Послышались ругательства, свист.

— Люди! — возвысил голос стоявший на крыльце. — Я просил бы…

Но его голос потонул в криках.

— Заткнись, Карла!

— Мироедище!

— Прихвостень!

— Управляй своей Карлихой! А нам давай Любасова! Где прячется их сиятельство?! Пусть выйдет! Не то сами войдем!!!

Из толпы полетел кусок глины, глухо ударил в колонну и рассыпался, оставив желтоватый след и облачко. Мужчина на крыльце обернулся на удар, метнул взгляд в толпу.

— Актер с погорелого цирка, никшни! — закричали ему. — Представь нам барина!

Еще один ком глины угодил прямо в дверь… И она внезапно распахнулась, и на крыльцо вышел полноватый мужчина средних лет в свободной светлой рубашке, темных брюках. У него были небольшие черные усы, черная бородка.

Все стихли. Только лаяли по деревне собаки. Мужчина обвел собравшихся взглядом. Глаза его были холодны, спокойны, хотя левая рука подергивалась. Он остановил взгляд на чернобородом мужике и четко, громко произнес:

— Говорите, Кузьма Ильич.

— Ишь, как величает вдруг, — снова произнес тот же мужик.

Чернобородый Кузьма Ильич откашлялся:

— Сергей Никитич! Что ж говорить… Мир к тебе пришел с добром.  Не то что в Ляхове. У нас народ другой. Мы любим справедливость. Прояви и ты ее. Окажи милость и честь миру. И мир не забудет.

— Чего хотите? — нетерпеливо спросил Сергей Никитич, дергая левой рукой.

— Раздела по совести! — отвечал чернобородый.

Повисла пауза.

— Да! По совести и правде! — крикнул кто-то.

Сергей Никитич взглянул на выкрикнувшего и обернулся к Кузьме Ильичу.

— Разделить?.. По совести?.. — спросил он, дергая левой рукой. — Все? И, к примеру, мою библиотеку? Полторы тысячи томов! На всех хватит. Кому на английском, кому на французском, а кому и латынь с греческим сойдет.

— Нет, Сергей Никитич, — спокойно отвечал чернобородый, — зачем же. Мы ни на что не заримся. Только землю поделить наново, по Христу.

— У тебя, Сергей Никитич, сто семьдесят десятин на четверых, а у меня одна — на восьмерых!

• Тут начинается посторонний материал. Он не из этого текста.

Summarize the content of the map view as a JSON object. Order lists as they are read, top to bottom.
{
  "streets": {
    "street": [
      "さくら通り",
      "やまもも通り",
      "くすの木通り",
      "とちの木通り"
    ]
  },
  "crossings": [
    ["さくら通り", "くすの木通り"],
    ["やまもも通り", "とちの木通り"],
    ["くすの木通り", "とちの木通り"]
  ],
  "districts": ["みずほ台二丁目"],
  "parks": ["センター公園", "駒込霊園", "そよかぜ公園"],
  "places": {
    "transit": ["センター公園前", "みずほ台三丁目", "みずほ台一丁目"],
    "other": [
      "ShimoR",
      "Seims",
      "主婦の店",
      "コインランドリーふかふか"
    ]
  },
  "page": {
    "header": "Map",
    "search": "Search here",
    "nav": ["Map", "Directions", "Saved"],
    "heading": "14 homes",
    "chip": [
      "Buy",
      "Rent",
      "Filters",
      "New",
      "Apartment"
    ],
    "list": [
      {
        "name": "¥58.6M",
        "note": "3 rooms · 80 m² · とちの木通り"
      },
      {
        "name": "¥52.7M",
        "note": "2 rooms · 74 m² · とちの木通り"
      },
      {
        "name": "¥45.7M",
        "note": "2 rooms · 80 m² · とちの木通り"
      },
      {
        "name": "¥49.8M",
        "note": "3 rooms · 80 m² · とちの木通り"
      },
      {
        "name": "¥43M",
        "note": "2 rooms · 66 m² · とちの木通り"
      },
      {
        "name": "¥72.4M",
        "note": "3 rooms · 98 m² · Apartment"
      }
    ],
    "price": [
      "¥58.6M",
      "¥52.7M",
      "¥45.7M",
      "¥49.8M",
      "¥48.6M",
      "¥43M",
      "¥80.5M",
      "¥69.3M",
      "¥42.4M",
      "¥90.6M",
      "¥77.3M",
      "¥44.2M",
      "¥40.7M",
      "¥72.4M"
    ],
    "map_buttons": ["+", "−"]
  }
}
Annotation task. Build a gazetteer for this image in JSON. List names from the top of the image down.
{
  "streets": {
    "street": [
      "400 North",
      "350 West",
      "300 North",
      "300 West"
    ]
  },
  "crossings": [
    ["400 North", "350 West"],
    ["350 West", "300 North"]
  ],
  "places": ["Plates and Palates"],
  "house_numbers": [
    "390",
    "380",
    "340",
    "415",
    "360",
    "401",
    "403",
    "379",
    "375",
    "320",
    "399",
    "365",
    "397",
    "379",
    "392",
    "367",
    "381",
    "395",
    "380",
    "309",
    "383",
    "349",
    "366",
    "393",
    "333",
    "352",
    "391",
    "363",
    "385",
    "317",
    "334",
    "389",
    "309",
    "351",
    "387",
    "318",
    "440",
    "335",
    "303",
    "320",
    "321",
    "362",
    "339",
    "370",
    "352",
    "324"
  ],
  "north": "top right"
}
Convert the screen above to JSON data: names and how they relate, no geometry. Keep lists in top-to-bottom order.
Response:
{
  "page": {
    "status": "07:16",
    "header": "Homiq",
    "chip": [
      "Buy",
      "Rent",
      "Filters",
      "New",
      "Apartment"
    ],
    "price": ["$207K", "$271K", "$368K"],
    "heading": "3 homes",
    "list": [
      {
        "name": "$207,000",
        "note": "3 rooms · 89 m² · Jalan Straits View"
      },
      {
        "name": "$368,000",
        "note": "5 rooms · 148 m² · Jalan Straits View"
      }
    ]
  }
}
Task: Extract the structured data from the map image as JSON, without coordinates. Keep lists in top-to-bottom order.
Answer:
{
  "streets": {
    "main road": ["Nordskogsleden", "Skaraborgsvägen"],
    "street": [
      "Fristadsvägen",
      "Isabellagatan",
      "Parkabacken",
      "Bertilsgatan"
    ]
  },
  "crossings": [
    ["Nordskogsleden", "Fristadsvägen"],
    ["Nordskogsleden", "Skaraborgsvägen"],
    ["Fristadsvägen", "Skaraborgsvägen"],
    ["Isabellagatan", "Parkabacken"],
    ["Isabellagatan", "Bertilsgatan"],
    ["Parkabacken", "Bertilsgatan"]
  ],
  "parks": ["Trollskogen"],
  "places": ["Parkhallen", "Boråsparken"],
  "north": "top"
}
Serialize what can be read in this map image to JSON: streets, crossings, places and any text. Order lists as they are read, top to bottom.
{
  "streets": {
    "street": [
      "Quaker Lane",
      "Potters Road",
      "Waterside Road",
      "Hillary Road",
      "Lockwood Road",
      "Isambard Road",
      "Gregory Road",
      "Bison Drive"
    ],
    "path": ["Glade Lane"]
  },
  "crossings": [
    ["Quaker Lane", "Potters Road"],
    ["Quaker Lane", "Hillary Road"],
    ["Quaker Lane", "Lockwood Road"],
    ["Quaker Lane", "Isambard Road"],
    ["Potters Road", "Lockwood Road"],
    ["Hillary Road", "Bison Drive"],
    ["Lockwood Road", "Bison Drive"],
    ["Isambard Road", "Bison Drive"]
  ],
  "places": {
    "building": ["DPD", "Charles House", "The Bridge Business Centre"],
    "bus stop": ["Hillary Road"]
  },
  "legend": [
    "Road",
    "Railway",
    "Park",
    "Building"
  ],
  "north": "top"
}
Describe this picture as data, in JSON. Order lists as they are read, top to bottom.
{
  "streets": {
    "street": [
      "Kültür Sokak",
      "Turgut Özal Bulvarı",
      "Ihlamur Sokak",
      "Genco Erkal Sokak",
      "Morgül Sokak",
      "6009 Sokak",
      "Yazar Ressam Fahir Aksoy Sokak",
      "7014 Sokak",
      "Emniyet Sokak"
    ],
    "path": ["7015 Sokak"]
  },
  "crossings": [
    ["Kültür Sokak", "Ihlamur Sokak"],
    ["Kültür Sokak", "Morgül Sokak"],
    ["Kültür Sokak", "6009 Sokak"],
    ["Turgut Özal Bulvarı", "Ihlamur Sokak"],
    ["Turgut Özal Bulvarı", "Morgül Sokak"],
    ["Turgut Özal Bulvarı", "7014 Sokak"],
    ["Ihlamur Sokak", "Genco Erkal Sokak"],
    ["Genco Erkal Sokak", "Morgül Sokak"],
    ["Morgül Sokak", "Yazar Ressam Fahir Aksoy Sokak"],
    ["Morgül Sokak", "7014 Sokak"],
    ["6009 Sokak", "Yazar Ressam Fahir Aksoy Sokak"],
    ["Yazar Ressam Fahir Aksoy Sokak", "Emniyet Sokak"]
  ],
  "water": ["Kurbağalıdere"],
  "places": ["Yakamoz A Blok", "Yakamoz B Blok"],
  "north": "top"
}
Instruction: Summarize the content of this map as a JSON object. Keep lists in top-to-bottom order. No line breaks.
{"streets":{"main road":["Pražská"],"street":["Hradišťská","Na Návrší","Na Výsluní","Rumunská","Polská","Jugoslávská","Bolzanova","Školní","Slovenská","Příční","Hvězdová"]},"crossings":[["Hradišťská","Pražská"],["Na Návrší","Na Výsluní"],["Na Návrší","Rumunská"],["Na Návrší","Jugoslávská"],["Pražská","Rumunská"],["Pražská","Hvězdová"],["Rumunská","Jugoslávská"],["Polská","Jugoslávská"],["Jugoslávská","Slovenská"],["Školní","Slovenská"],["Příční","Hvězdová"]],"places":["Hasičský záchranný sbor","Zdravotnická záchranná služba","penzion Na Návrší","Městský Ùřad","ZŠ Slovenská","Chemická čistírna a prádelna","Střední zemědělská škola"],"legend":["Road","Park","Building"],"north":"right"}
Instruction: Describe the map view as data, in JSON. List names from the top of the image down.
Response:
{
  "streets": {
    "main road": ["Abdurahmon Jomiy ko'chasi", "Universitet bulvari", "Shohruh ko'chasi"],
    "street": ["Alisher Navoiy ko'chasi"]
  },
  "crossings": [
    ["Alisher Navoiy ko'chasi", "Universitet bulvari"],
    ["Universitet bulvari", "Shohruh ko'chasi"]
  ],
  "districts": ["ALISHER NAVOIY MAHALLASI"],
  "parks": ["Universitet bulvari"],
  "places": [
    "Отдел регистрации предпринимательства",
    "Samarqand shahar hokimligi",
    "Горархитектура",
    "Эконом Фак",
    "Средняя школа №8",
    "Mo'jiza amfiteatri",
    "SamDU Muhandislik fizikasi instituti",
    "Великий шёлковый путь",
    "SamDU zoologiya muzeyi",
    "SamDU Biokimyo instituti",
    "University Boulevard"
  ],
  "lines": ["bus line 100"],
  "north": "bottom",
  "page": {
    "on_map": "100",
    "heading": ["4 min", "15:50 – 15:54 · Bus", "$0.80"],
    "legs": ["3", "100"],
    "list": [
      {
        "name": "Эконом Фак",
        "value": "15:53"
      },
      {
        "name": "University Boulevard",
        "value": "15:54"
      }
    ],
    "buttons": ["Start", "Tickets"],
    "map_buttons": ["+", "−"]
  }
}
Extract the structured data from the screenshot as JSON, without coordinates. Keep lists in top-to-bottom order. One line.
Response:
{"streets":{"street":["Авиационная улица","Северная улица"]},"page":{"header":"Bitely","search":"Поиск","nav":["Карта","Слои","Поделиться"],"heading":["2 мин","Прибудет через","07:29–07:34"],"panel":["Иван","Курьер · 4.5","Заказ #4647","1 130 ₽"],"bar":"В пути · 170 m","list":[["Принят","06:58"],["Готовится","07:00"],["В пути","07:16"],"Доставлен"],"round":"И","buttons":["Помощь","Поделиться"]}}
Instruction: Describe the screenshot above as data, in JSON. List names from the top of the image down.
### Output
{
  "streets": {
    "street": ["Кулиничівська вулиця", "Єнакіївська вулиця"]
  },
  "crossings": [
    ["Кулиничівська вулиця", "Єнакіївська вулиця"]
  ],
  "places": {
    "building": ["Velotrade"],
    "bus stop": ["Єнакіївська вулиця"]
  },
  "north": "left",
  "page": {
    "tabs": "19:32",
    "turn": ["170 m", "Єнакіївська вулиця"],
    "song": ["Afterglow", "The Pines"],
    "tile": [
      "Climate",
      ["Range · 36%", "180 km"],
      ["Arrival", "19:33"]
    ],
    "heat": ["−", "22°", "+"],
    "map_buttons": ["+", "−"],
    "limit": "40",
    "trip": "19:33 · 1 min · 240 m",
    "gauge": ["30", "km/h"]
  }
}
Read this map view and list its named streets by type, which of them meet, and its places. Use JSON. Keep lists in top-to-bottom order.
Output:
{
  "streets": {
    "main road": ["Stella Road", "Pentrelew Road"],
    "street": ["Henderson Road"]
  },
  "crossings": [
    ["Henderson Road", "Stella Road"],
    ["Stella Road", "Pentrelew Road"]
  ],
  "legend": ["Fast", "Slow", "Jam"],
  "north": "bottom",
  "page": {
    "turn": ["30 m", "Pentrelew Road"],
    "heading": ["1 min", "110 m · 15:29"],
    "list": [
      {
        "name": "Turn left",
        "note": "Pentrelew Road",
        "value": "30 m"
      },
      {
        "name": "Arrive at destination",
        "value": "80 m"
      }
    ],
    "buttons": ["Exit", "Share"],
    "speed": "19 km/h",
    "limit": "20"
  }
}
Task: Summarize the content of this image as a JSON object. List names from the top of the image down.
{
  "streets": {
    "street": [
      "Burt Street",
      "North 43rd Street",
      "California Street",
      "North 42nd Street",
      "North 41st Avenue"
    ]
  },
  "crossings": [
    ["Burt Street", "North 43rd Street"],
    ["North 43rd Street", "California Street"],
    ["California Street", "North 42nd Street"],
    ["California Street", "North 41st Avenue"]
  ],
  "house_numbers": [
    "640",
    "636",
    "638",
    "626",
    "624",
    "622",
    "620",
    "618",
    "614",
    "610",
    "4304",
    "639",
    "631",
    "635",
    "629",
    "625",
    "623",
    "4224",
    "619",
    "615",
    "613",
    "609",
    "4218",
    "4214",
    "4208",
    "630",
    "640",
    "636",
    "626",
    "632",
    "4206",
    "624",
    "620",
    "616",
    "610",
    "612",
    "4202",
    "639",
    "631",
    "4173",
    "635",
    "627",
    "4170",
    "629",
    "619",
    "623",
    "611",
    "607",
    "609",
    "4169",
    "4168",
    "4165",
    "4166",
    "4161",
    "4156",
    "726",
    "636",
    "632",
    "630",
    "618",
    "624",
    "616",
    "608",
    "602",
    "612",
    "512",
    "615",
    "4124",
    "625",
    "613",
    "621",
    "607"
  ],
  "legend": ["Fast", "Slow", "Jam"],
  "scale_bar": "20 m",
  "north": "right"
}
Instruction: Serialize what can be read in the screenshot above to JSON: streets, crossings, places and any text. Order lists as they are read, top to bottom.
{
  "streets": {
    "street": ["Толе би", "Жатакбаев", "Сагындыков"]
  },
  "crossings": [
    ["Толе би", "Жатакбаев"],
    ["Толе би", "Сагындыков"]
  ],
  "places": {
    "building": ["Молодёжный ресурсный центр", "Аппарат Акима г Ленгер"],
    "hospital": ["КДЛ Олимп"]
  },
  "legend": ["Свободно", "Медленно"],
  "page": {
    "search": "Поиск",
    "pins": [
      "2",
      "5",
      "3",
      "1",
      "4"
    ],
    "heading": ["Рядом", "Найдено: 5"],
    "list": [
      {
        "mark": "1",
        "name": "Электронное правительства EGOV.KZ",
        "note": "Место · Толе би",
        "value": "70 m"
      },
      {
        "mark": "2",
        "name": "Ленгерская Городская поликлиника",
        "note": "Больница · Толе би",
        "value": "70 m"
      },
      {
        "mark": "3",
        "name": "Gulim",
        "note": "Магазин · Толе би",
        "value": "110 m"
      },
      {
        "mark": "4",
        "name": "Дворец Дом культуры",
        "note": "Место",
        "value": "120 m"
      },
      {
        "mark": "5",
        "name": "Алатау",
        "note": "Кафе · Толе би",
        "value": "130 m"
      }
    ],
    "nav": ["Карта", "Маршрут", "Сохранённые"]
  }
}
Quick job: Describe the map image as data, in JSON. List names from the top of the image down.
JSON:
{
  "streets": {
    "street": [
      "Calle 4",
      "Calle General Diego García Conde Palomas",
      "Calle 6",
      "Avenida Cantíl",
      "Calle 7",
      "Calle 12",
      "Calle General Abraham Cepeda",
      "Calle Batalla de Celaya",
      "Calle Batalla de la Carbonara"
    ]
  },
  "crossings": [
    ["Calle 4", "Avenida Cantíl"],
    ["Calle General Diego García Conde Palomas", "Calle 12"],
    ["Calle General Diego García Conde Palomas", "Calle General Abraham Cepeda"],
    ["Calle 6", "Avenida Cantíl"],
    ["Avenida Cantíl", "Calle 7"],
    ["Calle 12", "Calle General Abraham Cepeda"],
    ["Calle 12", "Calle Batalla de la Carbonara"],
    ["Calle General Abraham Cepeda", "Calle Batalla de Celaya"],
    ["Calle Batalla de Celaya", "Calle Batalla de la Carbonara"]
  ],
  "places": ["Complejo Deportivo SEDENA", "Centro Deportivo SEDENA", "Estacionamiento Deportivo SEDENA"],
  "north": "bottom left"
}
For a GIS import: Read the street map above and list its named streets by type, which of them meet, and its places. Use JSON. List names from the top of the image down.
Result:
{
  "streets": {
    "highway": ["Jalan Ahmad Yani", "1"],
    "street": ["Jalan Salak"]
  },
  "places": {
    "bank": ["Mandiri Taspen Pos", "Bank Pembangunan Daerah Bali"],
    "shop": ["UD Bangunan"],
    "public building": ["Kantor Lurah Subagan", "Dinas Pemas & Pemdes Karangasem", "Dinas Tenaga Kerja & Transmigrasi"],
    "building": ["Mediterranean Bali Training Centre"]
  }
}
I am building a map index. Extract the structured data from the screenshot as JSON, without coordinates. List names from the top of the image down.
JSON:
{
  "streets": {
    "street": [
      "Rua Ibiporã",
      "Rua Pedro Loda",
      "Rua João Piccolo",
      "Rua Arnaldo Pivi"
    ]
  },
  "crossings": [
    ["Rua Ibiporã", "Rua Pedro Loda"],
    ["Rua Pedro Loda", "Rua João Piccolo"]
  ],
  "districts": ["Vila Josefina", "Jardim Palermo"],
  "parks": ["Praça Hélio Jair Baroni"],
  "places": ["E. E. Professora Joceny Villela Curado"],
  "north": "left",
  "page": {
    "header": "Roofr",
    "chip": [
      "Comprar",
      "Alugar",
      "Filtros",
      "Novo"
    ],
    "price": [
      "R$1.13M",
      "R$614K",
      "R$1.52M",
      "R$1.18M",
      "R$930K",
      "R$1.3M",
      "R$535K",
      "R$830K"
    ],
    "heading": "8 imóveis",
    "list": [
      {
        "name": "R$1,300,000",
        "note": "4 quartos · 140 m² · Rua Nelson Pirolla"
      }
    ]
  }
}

Где же правда? — закричал босой мужик в рваной зимней шапчонке.

— А ты бы меньше плодил, Прасол! — не вытерпел мужчина, стоявший чуть позади Сергея Никитича.

— Так вот у меня только трое! — крикнул другой мужик.

— А тебе меньше жрать горькую!

— Лихвой заели, душегубцы!

— Проценты платите государству, а не Сергею Никитичу! Оно у вас выкупило землю! — отвечал мужчина, судя по всему, управляющий.

— Оно! Это было при царе! А сейчас его нету! А коли так, то и нечего тянуть за старое! Хватит! Баста! Долой! Дели землю!

— И что, у вас и землемер есть? — спросил Сергей Никитич.

Никто не успел ответить. Послышались крики, топот, народ расступился, и к дому подъехал парень на сером прекрасном жеребце в яблоках.

— Коленьку перехватили в Васильеве! В город за казаками скакал. Дали в зубы — во всем сознался! — сипло проорал всадник.

Сергей Никитич побледнел. А мужчина, стоявший позади него, наоборот, стал черен. Он сошел с крыльца, схватил жеребца под уздцы:

— А ну слезай!

— Что? Куды?.. Не тронь! — закричал всадник.

— Не твое!

— Ах, да?.. Так? Н-на! — выдохнул курносый всадник и, быстро нагнувшись, ударил кнутовищем прямо в зубы этому человеку, так что с него полетел картуз, волосы растрепались, оголяя крепкую лысину, подбородок окрасился кровью.

И тут же послышался свист. По крыльцу забарабанили комья и камни. Сергей Никитич, закрывая голову руками, отступил к двери. Над его головой взрывались пыльные облачка глины, как будто стреляли глиняными пулями.

— Иван Карлович! — крикнул Сергей Никитич.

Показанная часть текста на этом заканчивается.